Durante estos "múltiples hechos de violencia", seis policías resultaron heridos con cortes carcelarios, según denunció ayer el comisionado parlamentario Álvaro Garcé a la Comisión Bicameral de Seguimiento Carcelario.
"El uso de la fuerza" en este caso por parte de la Policía "podría corresponder al tipo penal del actos de tortura", expresó Garcé, quien informó a los parlamentarios que había presentado una denuncia penal por esta causa en el Juzgado de Canelones en la tarde del miércoles 30.
Durante el procedimiento policial en el penal canario, que duró ocho horas, la guardia incautó unos sesenta "cortes" y "puntas" de fabricación carcelaria, varios celulares y botellas conteniendo bebida fermentada (escabio).
Según la versión de las autoridades del establecimiento, el saldo fue de once internos y seis policías heridos.
Garcé expresó que los heridos considerados como "lesionados" por jerarquías de la cárcel fueron aquellos que por la entidad de los golpes sangraban, no constando otros tipos de heridos.
"Sin embargo, en dos jornadas de trabajo, el Asesor Médico de esta Oficina (Comisionado Parlamentario) constató la existencia de decenas de heridos y contusos, todo lo cual fue informado a la sede judicial" de Canelones, dice Garcé en su informe.
BANDAS. El informe de Garcé, al que tuvo acceso El País, señala que, en la tarde del domingo 27, un preso del Sector A -destinado a primarios- de la Cárcel de Canelones intentó robarle las pertenencias a otro interno. Este se opuso e invitó al agresor a pelear con "cortes carcelarios" en la "planchada".

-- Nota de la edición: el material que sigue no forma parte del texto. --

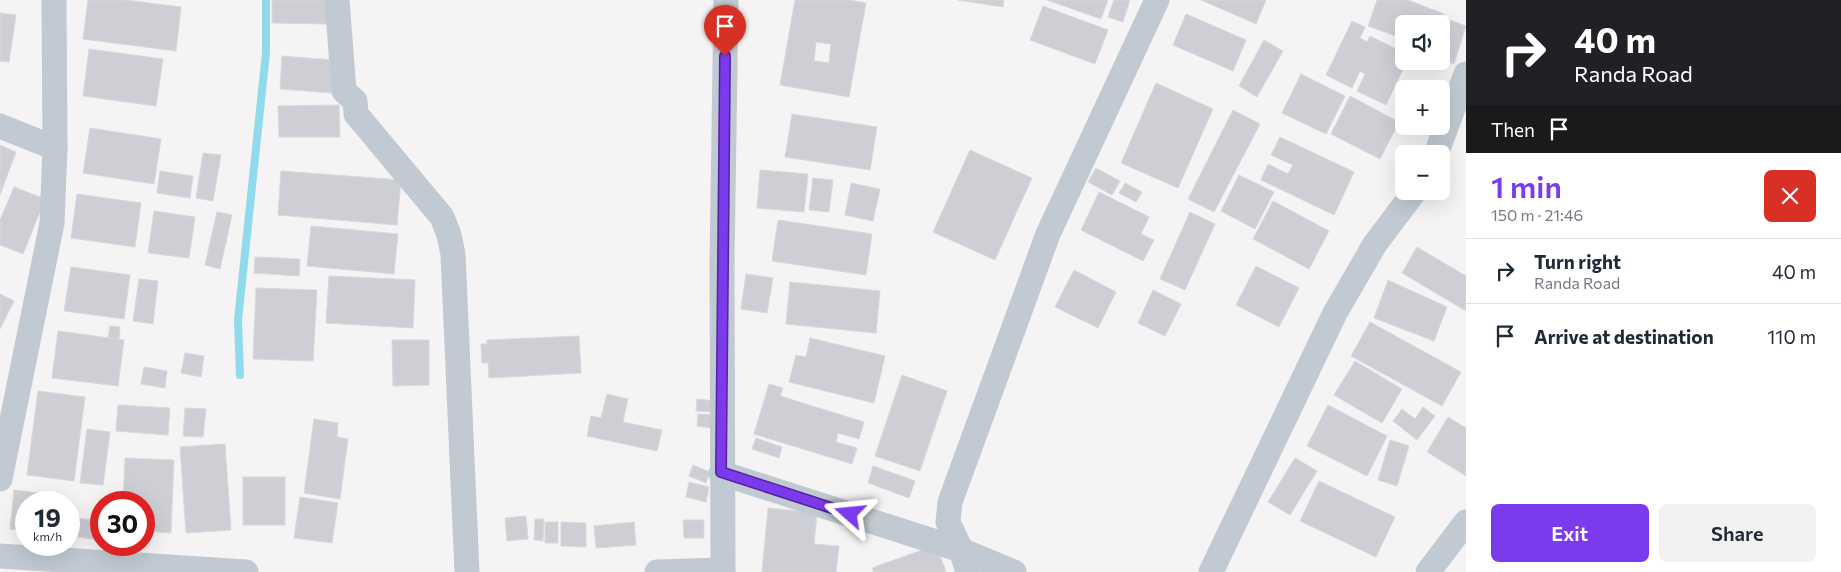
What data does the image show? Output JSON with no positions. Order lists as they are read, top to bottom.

Según testimonios recogidos por el comisionado parlamentario, los dos reclusos comenzaron a pelear y otros presos se sumaron a la lucha, llegando a totalizar unos 20 internos que se enfrentaban. Mientras tanto, un guardia ubicado detrás de una reja que divide la "planchada", filmaba el enfrentamiento con un celular, según informaron a Garcé jerarcas carcelarios y los propios internos.

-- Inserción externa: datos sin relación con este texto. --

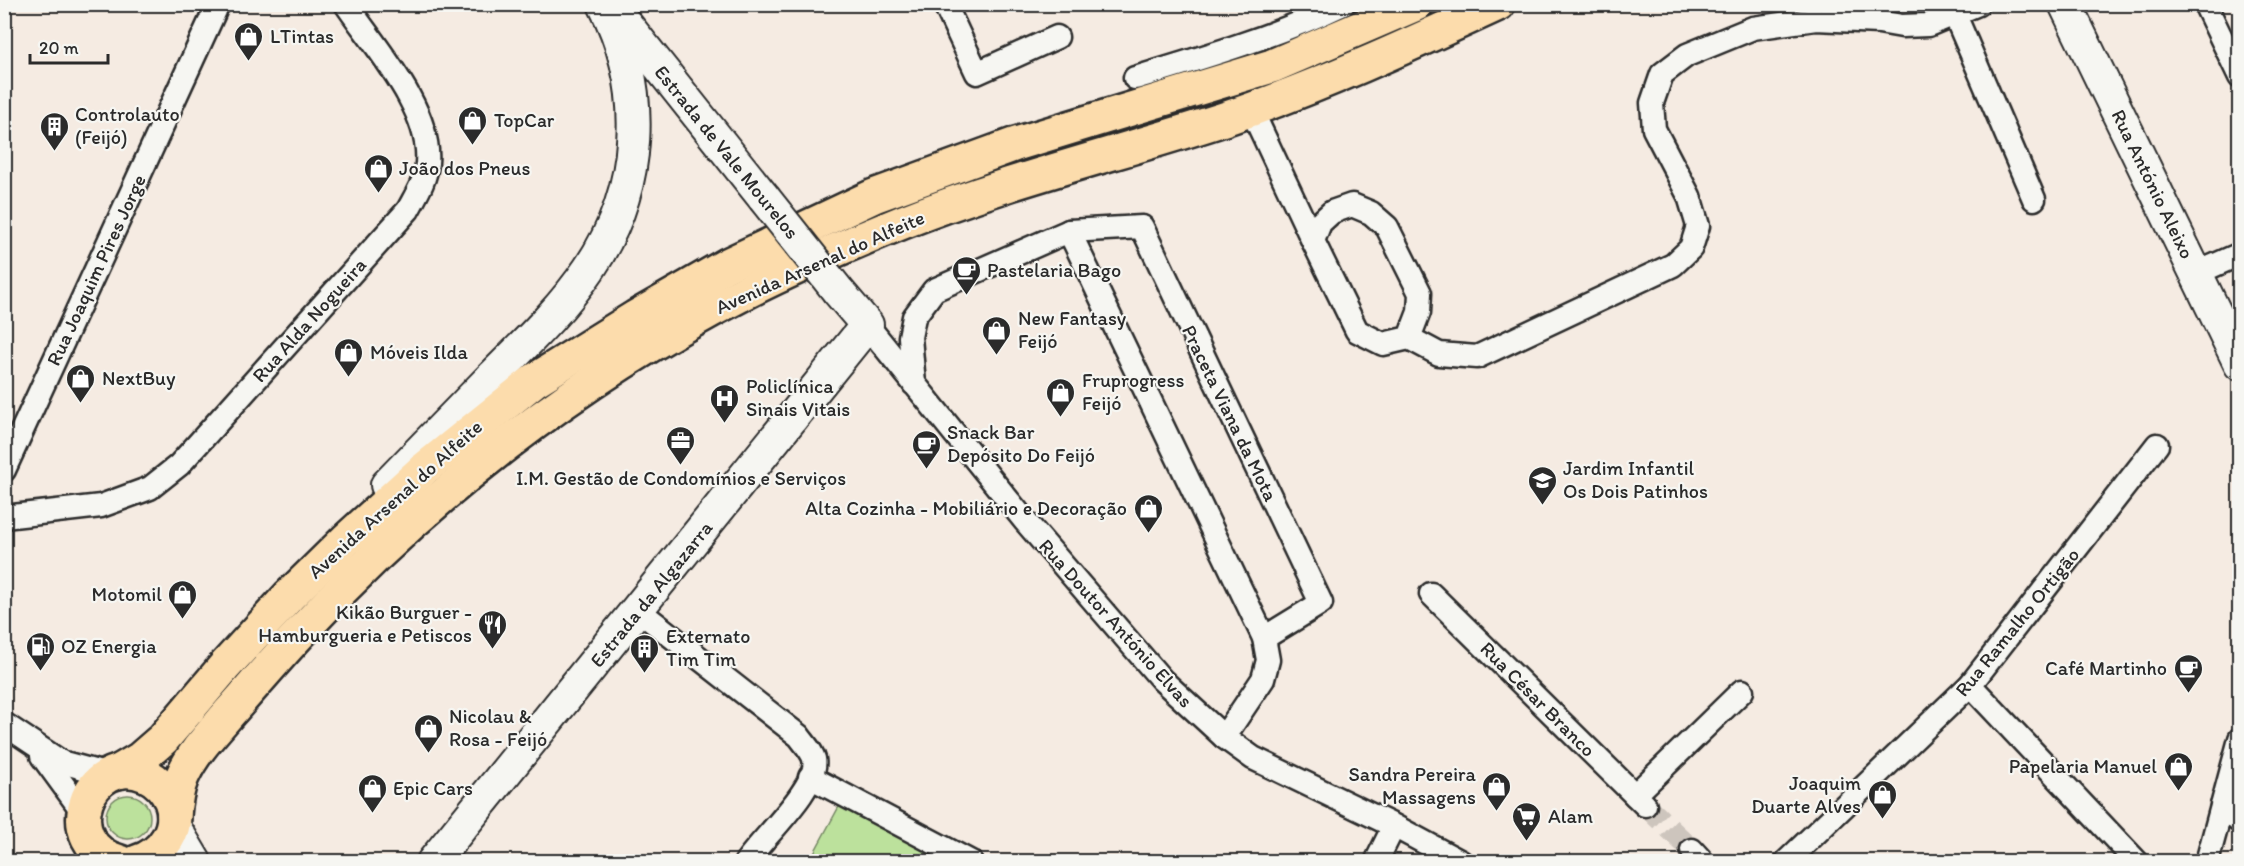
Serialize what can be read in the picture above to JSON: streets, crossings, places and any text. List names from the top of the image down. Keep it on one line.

Cuando la reyerta fue aumentando en escala, la guardia comenzó a disparar munición no letal desde la reja.
Mientras esto ocurría, otros presos se refugiaron en sus celdas para no participar del enfrentamiento entre los dos bandos y no recibir un disparo con balas de goma de los guardias. Antes se hicieron de comida.
Según versiones coincidentes, al verse perdedor en la reyerta, el interno que había pretendido robarle a otro preso, gritó "¡apunten a la Policía!", para así no quedar expuesto a una humillante derrota, expresa Garcé en su informe al Parlamento.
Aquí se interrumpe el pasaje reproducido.